Provided records
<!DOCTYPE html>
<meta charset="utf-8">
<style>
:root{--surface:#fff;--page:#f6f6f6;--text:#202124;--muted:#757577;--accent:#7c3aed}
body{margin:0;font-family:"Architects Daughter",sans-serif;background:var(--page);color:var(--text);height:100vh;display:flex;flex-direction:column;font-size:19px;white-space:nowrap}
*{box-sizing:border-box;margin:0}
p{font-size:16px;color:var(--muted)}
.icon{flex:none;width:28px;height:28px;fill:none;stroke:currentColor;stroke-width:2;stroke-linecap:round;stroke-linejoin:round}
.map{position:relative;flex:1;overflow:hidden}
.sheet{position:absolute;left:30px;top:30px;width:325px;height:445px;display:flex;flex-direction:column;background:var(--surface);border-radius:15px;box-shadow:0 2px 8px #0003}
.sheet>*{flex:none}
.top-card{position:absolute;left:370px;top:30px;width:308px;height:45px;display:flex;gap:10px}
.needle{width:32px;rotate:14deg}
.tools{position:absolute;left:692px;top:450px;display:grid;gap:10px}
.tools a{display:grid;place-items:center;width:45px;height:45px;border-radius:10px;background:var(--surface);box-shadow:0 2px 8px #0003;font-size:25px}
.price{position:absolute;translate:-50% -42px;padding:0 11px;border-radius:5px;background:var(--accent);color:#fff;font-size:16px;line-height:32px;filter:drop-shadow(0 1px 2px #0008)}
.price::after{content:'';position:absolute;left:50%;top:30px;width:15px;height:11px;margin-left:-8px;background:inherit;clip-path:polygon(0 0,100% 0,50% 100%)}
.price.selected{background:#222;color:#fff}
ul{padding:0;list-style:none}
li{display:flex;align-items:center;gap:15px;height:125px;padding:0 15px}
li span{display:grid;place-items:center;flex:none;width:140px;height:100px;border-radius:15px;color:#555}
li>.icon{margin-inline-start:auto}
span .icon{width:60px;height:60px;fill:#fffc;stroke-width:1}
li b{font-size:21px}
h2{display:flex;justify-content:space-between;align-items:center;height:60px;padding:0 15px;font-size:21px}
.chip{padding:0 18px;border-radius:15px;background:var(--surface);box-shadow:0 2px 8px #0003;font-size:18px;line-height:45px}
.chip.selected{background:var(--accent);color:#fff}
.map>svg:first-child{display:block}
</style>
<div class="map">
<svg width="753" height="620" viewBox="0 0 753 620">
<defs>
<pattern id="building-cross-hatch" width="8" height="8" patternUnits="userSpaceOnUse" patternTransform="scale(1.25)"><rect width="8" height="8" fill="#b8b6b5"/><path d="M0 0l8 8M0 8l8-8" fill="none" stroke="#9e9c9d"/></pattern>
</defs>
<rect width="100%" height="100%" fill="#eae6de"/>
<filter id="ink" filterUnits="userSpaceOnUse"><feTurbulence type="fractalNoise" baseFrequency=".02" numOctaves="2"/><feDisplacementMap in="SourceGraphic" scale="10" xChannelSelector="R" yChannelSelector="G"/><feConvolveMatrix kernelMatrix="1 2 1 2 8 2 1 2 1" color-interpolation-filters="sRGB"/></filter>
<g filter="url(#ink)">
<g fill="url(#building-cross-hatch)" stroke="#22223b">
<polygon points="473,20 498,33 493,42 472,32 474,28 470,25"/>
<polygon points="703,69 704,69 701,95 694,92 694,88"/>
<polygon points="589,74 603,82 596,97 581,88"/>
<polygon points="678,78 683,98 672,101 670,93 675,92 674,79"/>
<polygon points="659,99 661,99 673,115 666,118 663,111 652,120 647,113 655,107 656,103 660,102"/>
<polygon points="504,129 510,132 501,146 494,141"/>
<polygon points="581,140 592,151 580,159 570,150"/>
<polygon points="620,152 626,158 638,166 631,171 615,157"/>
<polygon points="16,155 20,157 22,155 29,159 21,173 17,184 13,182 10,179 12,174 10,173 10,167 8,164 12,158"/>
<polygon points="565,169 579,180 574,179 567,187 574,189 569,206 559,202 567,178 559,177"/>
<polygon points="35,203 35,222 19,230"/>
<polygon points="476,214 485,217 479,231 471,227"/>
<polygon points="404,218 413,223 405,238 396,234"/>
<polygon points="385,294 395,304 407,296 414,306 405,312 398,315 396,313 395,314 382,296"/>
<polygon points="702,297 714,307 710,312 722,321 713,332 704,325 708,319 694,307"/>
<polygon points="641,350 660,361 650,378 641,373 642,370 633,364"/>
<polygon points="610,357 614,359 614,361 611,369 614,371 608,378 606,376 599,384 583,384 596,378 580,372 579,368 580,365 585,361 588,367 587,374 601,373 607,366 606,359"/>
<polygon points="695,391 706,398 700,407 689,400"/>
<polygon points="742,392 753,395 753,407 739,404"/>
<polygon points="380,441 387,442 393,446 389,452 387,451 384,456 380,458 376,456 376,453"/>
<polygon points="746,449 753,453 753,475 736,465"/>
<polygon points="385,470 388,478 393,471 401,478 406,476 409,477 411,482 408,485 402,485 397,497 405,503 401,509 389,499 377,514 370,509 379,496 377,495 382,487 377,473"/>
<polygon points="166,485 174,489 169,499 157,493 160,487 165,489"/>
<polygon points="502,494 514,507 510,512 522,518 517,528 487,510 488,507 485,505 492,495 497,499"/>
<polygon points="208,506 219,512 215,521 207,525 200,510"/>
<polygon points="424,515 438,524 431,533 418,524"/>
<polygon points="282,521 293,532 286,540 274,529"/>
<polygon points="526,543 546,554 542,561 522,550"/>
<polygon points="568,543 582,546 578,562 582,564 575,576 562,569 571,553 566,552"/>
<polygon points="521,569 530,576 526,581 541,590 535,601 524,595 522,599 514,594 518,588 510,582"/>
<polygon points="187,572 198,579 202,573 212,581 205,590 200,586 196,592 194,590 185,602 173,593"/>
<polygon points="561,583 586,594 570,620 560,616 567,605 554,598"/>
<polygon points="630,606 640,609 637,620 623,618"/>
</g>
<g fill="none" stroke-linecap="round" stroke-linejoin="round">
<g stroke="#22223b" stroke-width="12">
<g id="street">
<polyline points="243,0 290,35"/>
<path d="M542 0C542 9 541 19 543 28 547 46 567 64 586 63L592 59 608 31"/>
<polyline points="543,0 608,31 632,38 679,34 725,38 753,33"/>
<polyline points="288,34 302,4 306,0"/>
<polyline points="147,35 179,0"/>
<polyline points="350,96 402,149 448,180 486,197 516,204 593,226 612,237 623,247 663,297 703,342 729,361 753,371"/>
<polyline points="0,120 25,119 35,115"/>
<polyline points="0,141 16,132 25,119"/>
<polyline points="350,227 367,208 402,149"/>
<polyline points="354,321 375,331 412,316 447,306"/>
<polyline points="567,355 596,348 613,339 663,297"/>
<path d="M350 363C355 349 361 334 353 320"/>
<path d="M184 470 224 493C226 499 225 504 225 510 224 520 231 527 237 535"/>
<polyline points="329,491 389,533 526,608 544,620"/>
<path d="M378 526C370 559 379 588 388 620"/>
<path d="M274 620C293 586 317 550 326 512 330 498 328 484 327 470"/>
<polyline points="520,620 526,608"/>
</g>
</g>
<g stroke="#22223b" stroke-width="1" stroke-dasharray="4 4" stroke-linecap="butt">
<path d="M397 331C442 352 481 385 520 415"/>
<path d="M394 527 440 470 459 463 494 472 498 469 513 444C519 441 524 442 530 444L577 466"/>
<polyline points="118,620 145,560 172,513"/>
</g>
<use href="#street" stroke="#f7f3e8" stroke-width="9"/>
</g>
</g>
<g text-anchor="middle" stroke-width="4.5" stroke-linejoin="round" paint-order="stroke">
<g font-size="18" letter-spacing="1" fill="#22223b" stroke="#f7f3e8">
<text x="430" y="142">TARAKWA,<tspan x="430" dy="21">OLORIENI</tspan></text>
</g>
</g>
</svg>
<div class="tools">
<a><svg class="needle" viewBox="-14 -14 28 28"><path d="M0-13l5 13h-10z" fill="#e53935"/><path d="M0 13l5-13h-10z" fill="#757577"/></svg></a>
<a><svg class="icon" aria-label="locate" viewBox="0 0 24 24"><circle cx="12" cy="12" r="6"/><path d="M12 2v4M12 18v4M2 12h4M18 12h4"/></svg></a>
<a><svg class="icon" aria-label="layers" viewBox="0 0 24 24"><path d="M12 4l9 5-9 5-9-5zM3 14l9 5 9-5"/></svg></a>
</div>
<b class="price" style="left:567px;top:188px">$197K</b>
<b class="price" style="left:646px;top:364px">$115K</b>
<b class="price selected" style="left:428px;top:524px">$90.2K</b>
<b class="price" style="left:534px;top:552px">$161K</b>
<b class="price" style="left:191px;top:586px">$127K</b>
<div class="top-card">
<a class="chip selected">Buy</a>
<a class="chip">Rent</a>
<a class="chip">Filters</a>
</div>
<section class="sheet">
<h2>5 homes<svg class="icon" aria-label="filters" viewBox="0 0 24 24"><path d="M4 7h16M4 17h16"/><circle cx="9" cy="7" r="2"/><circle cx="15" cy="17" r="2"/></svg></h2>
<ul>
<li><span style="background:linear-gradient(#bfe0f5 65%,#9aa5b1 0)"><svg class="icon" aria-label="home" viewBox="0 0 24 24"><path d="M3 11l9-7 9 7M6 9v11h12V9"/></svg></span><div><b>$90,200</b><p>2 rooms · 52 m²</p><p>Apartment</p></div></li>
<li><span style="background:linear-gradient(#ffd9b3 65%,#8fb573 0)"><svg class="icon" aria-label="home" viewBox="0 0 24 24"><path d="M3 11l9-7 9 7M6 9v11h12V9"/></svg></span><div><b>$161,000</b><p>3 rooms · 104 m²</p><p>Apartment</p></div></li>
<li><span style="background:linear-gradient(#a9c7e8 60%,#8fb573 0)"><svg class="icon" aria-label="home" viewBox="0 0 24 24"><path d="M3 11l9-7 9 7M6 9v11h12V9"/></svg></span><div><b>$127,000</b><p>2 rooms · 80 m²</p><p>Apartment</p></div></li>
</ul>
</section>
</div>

Exercise
Note which lines carry the word "position" in the material, then copy each of them.

Task result
.map{position:relative;flex:1;overflow:hidden}
.sheet{position:absolute;left:30px;top:30px;width:325px;height:445px;display:flex;flex-direction:column;background:var(--surface);border-radius:15px;box-shadow:0 2px 8px #0003}
.top-card{position:absolute;left:370px;top:30px;width:308px;height:45px;display:flex;gap:10px}
.tools{position:absolute;left:692px;top:450px;display:grid;gap:10px}
.price{position:absolute;translate:-50% -42px;padding:0 11px;border-radius:5px;background:var(--accent);color:#fff;font-size:16px;line-height:32px;filter:drop-shadow(0 1px 2px #0008)}
.price::after{content:'';position:absolute;left:50%;top:30px;width:15px;height:11px;margin-left:-8px;background:inherit;clip-path:polygon(0 0,100% 0,50% 100%)}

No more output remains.